# Aim of the exercise
Please repeat every line below exactly, from the first to the last.

Records drawn from a dataset:
※ ※ ※
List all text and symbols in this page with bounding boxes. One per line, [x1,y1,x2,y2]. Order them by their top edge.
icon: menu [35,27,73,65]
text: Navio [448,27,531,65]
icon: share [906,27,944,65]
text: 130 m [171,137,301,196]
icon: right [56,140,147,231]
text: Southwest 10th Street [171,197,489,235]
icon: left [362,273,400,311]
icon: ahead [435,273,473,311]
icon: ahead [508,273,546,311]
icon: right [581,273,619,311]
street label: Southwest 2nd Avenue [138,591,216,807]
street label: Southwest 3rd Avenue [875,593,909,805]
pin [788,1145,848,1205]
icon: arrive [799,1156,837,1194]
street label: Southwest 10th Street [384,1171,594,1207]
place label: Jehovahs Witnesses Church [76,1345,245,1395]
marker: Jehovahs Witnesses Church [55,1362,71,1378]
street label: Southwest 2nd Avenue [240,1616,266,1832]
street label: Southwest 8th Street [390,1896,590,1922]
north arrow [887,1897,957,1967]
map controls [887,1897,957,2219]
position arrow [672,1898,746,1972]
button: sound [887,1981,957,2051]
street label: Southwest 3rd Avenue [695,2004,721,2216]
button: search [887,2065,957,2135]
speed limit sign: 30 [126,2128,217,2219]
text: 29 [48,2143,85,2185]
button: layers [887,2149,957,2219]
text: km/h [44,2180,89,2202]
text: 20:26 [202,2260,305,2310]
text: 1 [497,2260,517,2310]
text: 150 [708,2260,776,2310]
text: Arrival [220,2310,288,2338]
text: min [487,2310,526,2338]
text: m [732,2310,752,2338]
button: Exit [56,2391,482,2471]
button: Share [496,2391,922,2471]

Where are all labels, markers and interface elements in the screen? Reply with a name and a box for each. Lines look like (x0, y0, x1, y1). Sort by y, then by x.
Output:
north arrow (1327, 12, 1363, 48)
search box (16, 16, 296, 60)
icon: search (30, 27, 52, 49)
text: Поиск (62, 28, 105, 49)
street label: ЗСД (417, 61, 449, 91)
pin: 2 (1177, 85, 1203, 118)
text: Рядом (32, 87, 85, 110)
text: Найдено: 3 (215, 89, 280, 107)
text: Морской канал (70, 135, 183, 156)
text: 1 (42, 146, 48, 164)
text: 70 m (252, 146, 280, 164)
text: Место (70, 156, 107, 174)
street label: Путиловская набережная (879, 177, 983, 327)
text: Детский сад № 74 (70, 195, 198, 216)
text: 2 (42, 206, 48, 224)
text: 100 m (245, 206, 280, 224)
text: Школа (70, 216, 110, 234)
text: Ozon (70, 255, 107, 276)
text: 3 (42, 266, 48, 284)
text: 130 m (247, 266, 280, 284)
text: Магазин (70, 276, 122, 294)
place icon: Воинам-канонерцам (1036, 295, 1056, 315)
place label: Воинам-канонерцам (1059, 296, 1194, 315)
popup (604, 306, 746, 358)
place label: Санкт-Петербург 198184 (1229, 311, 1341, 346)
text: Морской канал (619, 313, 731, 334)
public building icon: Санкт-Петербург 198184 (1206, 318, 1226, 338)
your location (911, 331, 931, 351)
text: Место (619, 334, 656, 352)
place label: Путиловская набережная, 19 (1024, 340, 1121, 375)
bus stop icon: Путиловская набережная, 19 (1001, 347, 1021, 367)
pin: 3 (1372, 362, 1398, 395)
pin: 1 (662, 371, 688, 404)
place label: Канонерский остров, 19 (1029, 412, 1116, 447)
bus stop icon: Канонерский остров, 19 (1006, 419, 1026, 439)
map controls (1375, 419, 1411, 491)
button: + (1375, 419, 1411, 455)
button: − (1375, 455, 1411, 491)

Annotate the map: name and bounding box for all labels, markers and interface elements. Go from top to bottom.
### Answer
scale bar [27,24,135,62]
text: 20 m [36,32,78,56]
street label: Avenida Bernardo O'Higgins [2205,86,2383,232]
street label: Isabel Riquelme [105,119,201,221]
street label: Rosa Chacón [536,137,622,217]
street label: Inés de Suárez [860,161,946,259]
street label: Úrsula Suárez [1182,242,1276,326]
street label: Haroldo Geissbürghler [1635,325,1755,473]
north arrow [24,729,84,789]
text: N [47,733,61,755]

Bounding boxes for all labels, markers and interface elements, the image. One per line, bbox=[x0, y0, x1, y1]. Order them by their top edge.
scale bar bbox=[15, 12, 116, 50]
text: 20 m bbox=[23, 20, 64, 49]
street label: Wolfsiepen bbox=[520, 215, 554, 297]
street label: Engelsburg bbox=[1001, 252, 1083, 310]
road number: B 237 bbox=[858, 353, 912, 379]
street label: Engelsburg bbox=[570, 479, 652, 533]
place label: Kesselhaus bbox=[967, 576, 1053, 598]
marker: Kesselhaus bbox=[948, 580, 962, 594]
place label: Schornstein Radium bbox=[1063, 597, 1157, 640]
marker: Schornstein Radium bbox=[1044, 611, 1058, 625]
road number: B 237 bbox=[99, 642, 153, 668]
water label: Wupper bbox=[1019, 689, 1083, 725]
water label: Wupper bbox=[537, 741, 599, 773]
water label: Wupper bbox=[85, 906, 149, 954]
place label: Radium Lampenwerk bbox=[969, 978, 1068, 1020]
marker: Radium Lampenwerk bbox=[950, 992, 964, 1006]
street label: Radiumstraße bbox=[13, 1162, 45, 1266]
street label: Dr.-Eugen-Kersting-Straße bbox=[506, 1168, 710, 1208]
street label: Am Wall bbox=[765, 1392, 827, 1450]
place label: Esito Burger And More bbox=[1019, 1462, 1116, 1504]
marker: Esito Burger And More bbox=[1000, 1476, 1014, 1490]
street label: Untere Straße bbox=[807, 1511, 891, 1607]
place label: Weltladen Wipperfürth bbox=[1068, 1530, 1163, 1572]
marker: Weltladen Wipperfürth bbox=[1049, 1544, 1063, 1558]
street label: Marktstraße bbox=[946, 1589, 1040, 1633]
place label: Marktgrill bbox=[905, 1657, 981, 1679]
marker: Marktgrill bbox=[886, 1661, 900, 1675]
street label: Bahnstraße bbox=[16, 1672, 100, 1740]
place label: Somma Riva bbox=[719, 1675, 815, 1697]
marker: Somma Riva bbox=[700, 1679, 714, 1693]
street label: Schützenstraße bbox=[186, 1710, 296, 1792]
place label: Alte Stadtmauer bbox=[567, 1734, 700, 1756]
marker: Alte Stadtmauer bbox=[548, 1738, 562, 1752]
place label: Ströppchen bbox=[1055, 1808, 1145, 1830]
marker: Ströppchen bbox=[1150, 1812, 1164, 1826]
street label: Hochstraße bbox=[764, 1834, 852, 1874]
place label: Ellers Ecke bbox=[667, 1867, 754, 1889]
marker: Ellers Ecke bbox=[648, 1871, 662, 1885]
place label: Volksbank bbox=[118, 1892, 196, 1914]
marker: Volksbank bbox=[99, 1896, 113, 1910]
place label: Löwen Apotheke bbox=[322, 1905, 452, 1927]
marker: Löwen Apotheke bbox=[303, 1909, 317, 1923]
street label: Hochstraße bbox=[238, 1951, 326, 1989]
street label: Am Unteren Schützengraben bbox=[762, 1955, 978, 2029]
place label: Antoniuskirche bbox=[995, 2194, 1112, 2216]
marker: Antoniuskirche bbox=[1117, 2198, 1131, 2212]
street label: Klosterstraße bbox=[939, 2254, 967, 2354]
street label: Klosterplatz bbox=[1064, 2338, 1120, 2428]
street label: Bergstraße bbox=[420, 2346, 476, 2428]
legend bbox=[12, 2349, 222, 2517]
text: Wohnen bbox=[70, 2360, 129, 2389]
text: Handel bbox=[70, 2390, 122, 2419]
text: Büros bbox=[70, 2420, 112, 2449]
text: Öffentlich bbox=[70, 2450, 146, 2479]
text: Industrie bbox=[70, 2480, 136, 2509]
※ ※ ※
# Solution for this task
List all text and symbols in this page with bounding boxes. One per line, [x1,y1,x2,y2]. Order them by their top edge.
icon: menu [35,27,73,65]
text: Navio [448,27,531,65]
icon: share [906,27,944,65]
text: 130 m [171,137,301,196]
icon: right [56,140,147,231]
text: Southwest 10th Street [171,197,489,235]
icon: left [362,273,400,311]
icon: ahead [435,273,473,311]
icon: ahead [508,273,546,311]
icon: right [581,273,619,311]
street label: Southwest 2nd Avenue [138,591,216,807]
street label: Southwest 3rd Avenue [875,593,909,805]
pin [788,1145,848,1205]
icon: arrive [799,1156,837,1194]
street label: Southwest 10th Street [384,1171,594,1207]
place label: Jehovahs Witnesses Church [76,1345,245,1395]
marker: Jehovahs Witnesses Church [55,1362,71,1378]
street label: Southwest 2nd Avenue [240,1616,266,1832]
street label: Southwest 8th Street [390,1896,590,1922]
north arrow [887,1897,957,1967]
map controls [887,1897,957,2219]
position arrow [672,1898,746,1972]
button: sound [887,1981,957,2051]
street label: Southwest 3rd Avenue [695,2004,721,2216]
button: search [887,2065,957,2135]
speed limit sign: 30 [126,2128,217,2219]
text: 29 [48,2143,85,2185]
button: layers [887,2149,957,2219]
text: km/h [44,2180,89,2202]
text: 20:26 [202,2260,305,2310]
text: 1 [497,2260,517,2310]
text: 150 [708,2260,776,2310]
text: Arrival [220,2310,288,2338]
text: min [487,2310,526,2338]
text: m [732,2310,752,2338]
button: Exit [56,2391,482,2471]
button: Share [496,2391,922,2471]

Where are all labels, markers and interface elements in the screen? Reply with a name and a box for each. Lines look like (x0, y0, x1, y1). Sort by y, then by x.
Output:
north arrow (1327, 12, 1363, 48)
search box (16, 16, 296, 60)
icon: search (30, 27, 52, 49)
text: Поиск (62, 28, 105, 49)
street label: ЗСД (417, 61, 449, 91)
pin: 2 (1177, 85, 1203, 118)
text: Рядом (32, 87, 85, 110)
text: Найдено: 3 (215, 89, 280, 107)
text: Морской канал (70, 135, 183, 156)
text: 1 (42, 146, 48, 164)
text: 70 m (252, 146, 280, 164)
text: Место (70, 156, 107, 174)
street label: Путиловская набережная (879, 177, 983, 327)
text: Детский сад № 74 (70, 195, 198, 216)
text: 2 (42, 206, 48, 224)
text: 100 m (245, 206, 280, 224)
text: Школа (70, 216, 110, 234)
text: Ozon (70, 255, 107, 276)
text: 3 (42, 266, 48, 284)
text: 130 m (247, 266, 280, 284)
text: Магазин (70, 276, 122, 294)
place icon: Воинам-канонерцам (1036, 295, 1056, 315)
place label: Воинам-канонерцам (1059, 296, 1194, 315)
popup (604, 306, 746, 358)
place label: Санкт-Петербург 198184 (1229, 311, 1341, 346)
text: Морской канал (619, 313, 731, 334)
public building icon: Санкт-Петербург 198184 (1206, 318, 1226, 338)
your location (911, 331, 931, 351)
text: Место (619, 334, 656, 352)
place label: Путиловская набережная, 19 (1024, 340, 1121, 375)
bus stop icon: Путиловская набережная, 19 (1001, 347, 1021, 367)
pin: 3 (1372, 362, 1398, 395)
pin: 1 (662, 371, 688, 404)
place label: Канонерский остров, 19 (1029, 412, 1116, 447)
bus stop icon: Канонерский остров, 19 (1006, 419, 1026, 439)
map controls (1375, 419, 1411, 491)
button: + (1375, 419, 1411, 455)
button: − (1375, 455, 1411, 491)

Annotate the map: name and bounding box for all labels, markers and interface elements. Go from top to bottom.
### Answer
scale bar [27,24,135,62]
text: 20 m [36,32,78,56]
street label: Avenida Bernardo O'Higgins [2205,86,2383,232]
street label: Isabel Riquelme [105,119,201,221]
street label: Rosa Chacón [536,137,622,217]
street label: Inés de Suárez [860,161,946,259]
street label: Úrsula Suárez [1182,242,1276,326]
street label: Haroldo Geissbürghler [1635,325,1755,473]
north arrow [24,729,84,789]
text: N [47,733,61,755]

Bounding boxes for all labels, markers and interface elements, the image. One per line, bbox=[x0, y0, x1, y1]. Order them by their top edge.
scale bar bbox=[15, 12, 116, 50]
text: 20 m bbox=[23, 20, 64, 49]
street label: Wolfsiepen bbox=[520, 215, 554, 297]
street label: Engelsburg bbox=[1001, 252, 1083, 310]
road number: B 237 bbox=[858, 353, 912, 379]
street label: Engelsburg bbox=[570, 479, 652, 533]
place label: Kesselhaus bbox=[967, 576, 1053, 598]
marker: Kesselhaus bbox=[948, 580, 962, 594]
place label: Schornstein Radium bbox=[1063, 597, 1157, 640]
marker: Schornstein Radium bbox=[1044, 611, 1058, 625]
road number: B 237 bbox=[99, 642, 153, 668]
water label: Wupper bbox=[1019, 689, 1083, 725]
water label: Wupper bbox=[537, 741, 599, 773]
water label: Wupper bbox=[85, 906, 149, 954]
place label: Radium Lampenwerk bbox=[969, 978, 1068, 1020]
marker: Radium Lampenwerk bbox=[950, 992, 964, 1006]
street label: Radiumstraße bbox=[13, 1162, 45, 1266]
street label: Dr.-Eugen-Kersting-Straße bbox=[506, 1168, 710, 1208]
street label: Am Wall bbox=[765, 1392, 827, 1450]
place label: Esito Burger And More bbox=[1019, 1462, 1116, 1504]
marker: Esito Burger And More bbox=[1000, 1476, 1014, 1490]
street label: Untere Straße bbox=[807, 1511, 891, 1607]
place label: Weltladen Wipperfürth bbox=[1068, 1530, 1163, 1572]
marker: Weltladen Wipperfürth bbox=[1049, 1544, 1063, 1558]
street label: Marktstraße bbox=[946, 1589, 1040, 1633]
place label: Marktgrill bbox=[905, 1657, 981, 1679]
marker: Marktgrill bbox=[886, 1661, 900, 1675]
street label: Bahnstraße bbox=[16, 1672, 100, 1740]
place label: Somma Riva bbox=[719, 1675, 815, 1697]
marker: Somma Riva bbox=[700, 1679, 714, 1693]
street label: Schützenstraße bbox=[186, 1710, 296, 1792]
place label: Alte Stadtmauer bbox=[567, 1734, 700, 1756]
marker: Alte Stadtmauer bbox=[548, 1738, 562, 1752]
place label: Ströppchen bbox=[1055, 1808, 1145, 1830]
marker: Ströppchen bbox=[1150, 1812, 1164, 1826]
street label: Hochstraße bbox=[764, 1834, 852, 1874]
place label: Ellers Ecke bbox=[667, 1867, 754, 1889]
marker: Ellers Ecke bbox=[648, 1871, 662, 1885]
place label: Volksbank bbox=[118, 1892, 196, 1914]
marker: Volksbank bbox=[99, 1896, 113, 1910]
place label: Löwen Apotheke bbox=[322, 1905, 452, 1927]
marker: Löwen Apotheke bbox=[303, 1909, 317, 1923]
street label: Hochstraße bbox=[238, 1951, 326, 1989]
street label: Am Unteren Schützengraben bbox=[762, 1955, 978, 2029]
place label: Antoniuskirche bbox=[995, 2194, 1112, 2216]
marker: Antoniuskirche bbox=[1117, 2198, 1131, 2212]
street label: Klosterstraße bbox=[939, 2254, 967, 2354]
street label: Klosterplatz bbox=[1064, 2338, 1120, 2428]
street label: Bergstraße bbox=[420, 2346, 476, 2428]
legend bbox=[12, 2349, 222, 2517]
text: Wohnen bbox=[70, 2360, 129, 2389]
text: Handel bbox=[70, 2390, 122, 2419]
text: Büros bbox=[70, 2420, 112, 2449]
text: Öffentlich bbox=[70, 2450, 146, 2479]
text: Industrie bbox=[70, 2480, 136, 2509]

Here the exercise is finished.